Collected data entries

----

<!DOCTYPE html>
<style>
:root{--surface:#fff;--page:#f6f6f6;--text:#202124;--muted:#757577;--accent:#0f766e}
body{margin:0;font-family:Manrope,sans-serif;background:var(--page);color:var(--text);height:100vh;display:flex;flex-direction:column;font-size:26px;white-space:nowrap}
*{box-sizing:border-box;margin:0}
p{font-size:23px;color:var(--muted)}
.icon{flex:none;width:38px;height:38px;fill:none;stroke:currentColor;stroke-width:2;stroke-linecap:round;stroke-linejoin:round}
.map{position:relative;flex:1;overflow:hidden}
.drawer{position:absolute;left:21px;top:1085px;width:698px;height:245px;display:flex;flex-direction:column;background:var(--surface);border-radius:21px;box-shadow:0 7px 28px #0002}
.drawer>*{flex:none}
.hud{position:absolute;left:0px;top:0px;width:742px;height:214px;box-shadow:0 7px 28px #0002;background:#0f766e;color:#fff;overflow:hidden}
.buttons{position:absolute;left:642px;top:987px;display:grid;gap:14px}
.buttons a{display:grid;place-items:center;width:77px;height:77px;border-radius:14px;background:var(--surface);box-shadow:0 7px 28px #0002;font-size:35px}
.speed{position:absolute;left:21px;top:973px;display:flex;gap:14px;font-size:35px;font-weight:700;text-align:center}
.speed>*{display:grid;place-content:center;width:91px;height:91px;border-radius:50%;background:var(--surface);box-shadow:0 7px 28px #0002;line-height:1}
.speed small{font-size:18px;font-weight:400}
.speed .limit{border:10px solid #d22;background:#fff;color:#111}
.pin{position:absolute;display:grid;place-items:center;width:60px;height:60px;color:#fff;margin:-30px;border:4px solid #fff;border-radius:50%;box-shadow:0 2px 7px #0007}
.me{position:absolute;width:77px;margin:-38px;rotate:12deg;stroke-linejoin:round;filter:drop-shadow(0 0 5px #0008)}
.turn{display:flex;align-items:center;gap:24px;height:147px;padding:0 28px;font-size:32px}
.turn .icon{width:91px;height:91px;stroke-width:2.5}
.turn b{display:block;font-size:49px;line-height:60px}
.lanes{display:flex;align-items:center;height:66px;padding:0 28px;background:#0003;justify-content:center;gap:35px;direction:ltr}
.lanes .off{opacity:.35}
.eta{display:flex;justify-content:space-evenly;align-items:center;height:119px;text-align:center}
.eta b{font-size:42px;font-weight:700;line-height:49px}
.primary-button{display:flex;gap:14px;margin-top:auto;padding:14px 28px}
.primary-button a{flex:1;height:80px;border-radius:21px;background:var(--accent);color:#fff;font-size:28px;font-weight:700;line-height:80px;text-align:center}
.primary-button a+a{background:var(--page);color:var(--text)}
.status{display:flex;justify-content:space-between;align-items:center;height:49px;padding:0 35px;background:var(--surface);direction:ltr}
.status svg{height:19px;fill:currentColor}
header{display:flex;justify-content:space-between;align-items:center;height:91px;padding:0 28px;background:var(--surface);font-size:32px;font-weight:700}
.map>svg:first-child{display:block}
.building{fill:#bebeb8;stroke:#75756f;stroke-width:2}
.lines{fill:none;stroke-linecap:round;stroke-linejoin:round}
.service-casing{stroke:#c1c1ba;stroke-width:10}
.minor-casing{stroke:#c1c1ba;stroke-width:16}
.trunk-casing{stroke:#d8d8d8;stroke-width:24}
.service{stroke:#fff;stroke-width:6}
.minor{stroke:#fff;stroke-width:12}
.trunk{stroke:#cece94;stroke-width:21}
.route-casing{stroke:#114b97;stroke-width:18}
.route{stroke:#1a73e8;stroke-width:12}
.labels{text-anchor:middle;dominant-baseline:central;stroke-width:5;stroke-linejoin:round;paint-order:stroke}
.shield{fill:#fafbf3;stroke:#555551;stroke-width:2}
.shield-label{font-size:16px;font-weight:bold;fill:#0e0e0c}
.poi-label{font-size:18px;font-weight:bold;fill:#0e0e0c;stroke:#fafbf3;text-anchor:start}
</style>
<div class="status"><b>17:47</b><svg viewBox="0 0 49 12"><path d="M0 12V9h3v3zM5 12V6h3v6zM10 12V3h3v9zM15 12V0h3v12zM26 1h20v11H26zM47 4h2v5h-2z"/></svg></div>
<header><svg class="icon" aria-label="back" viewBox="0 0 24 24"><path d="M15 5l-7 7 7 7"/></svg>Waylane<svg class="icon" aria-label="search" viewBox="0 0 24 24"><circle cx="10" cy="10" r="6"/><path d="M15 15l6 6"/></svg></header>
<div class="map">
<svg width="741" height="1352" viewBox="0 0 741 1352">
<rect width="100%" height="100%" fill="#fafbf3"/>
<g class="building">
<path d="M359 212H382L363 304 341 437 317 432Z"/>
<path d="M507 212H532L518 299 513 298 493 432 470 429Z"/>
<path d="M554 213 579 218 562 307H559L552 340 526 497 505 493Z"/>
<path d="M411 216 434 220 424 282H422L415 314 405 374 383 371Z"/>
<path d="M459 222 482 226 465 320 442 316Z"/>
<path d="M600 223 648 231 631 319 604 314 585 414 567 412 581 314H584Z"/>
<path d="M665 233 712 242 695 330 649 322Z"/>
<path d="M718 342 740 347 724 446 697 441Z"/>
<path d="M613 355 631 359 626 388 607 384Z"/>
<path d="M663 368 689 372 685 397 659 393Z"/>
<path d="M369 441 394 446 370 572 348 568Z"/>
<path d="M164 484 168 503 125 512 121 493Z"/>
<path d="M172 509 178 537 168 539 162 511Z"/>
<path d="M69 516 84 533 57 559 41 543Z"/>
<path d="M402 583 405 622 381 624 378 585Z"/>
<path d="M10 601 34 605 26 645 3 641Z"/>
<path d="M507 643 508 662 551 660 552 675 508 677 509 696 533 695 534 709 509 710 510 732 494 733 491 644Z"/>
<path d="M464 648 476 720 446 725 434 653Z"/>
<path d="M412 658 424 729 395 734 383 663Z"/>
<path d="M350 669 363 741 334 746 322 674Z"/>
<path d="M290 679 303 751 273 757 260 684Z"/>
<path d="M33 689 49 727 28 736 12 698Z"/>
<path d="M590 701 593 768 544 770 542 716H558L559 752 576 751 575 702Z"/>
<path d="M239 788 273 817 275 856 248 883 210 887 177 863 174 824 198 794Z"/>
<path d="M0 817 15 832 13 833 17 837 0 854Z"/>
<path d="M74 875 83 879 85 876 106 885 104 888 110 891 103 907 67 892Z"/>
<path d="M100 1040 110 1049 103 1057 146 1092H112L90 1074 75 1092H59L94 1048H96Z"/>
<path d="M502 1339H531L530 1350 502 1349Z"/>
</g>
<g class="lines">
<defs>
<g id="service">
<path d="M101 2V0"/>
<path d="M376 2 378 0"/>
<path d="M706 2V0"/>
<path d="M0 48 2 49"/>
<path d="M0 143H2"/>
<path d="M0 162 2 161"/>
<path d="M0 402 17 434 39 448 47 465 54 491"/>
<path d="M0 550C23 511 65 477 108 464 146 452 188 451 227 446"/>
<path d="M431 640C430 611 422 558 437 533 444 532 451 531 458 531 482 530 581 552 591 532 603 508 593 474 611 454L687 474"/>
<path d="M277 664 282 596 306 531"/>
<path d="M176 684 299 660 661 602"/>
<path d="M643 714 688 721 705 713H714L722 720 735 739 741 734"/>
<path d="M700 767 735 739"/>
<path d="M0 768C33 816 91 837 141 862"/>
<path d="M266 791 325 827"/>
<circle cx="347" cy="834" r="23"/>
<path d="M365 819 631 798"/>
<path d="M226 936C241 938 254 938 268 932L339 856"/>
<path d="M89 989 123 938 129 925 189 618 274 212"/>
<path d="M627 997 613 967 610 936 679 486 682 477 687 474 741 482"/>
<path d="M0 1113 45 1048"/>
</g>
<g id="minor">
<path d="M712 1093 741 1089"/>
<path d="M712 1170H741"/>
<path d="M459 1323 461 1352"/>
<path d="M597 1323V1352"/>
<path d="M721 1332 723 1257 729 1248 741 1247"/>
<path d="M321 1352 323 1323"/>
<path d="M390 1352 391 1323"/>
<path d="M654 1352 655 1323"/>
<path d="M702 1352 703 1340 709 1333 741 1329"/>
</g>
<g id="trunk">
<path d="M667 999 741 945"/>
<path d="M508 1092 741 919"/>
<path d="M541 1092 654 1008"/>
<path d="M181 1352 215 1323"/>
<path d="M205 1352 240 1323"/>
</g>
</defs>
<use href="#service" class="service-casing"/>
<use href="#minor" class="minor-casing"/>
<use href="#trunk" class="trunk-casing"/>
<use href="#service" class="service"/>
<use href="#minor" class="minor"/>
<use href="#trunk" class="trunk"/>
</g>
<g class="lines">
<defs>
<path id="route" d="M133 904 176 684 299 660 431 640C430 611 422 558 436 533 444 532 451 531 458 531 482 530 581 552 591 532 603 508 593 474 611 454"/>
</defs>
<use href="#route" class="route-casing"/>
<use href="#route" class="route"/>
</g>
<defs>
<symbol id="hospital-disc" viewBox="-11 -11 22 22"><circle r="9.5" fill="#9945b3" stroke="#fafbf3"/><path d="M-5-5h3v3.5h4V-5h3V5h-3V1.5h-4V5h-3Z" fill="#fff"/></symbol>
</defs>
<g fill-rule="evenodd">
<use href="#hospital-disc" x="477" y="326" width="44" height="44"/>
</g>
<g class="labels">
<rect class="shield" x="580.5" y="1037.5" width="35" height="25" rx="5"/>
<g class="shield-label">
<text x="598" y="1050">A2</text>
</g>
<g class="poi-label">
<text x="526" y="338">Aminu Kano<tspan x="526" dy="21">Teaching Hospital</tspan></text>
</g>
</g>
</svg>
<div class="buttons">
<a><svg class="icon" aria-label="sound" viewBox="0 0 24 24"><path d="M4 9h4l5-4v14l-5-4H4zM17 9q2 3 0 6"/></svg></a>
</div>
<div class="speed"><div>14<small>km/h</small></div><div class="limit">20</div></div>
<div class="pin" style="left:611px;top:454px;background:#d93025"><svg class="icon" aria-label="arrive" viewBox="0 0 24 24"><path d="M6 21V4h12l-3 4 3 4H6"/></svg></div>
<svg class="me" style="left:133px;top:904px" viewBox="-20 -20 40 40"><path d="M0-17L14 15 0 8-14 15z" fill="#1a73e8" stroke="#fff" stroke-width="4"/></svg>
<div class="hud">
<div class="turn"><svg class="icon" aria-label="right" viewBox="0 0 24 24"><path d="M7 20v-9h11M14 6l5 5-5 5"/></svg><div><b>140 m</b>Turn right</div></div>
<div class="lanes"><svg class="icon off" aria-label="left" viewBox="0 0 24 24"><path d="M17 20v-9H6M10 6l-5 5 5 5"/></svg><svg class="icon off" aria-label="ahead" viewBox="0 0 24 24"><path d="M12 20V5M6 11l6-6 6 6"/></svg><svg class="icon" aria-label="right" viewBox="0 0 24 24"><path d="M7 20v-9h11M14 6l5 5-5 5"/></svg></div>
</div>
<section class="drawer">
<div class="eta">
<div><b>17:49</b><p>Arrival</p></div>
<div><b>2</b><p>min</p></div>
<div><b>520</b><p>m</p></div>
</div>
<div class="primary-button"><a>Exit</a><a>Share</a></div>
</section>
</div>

----

BRIEF: Return, in full, every line of these entries that holds "overflow".

RESULT BELOW:
.map{position:relative;flex:1;overflow:hidden}
.hud{position:absolute;left:0px;top:0px;width:742px;height:214px;box-shadow:0 7px 28px #0002;background:#0f766e;color:#fff;overflow:hidden}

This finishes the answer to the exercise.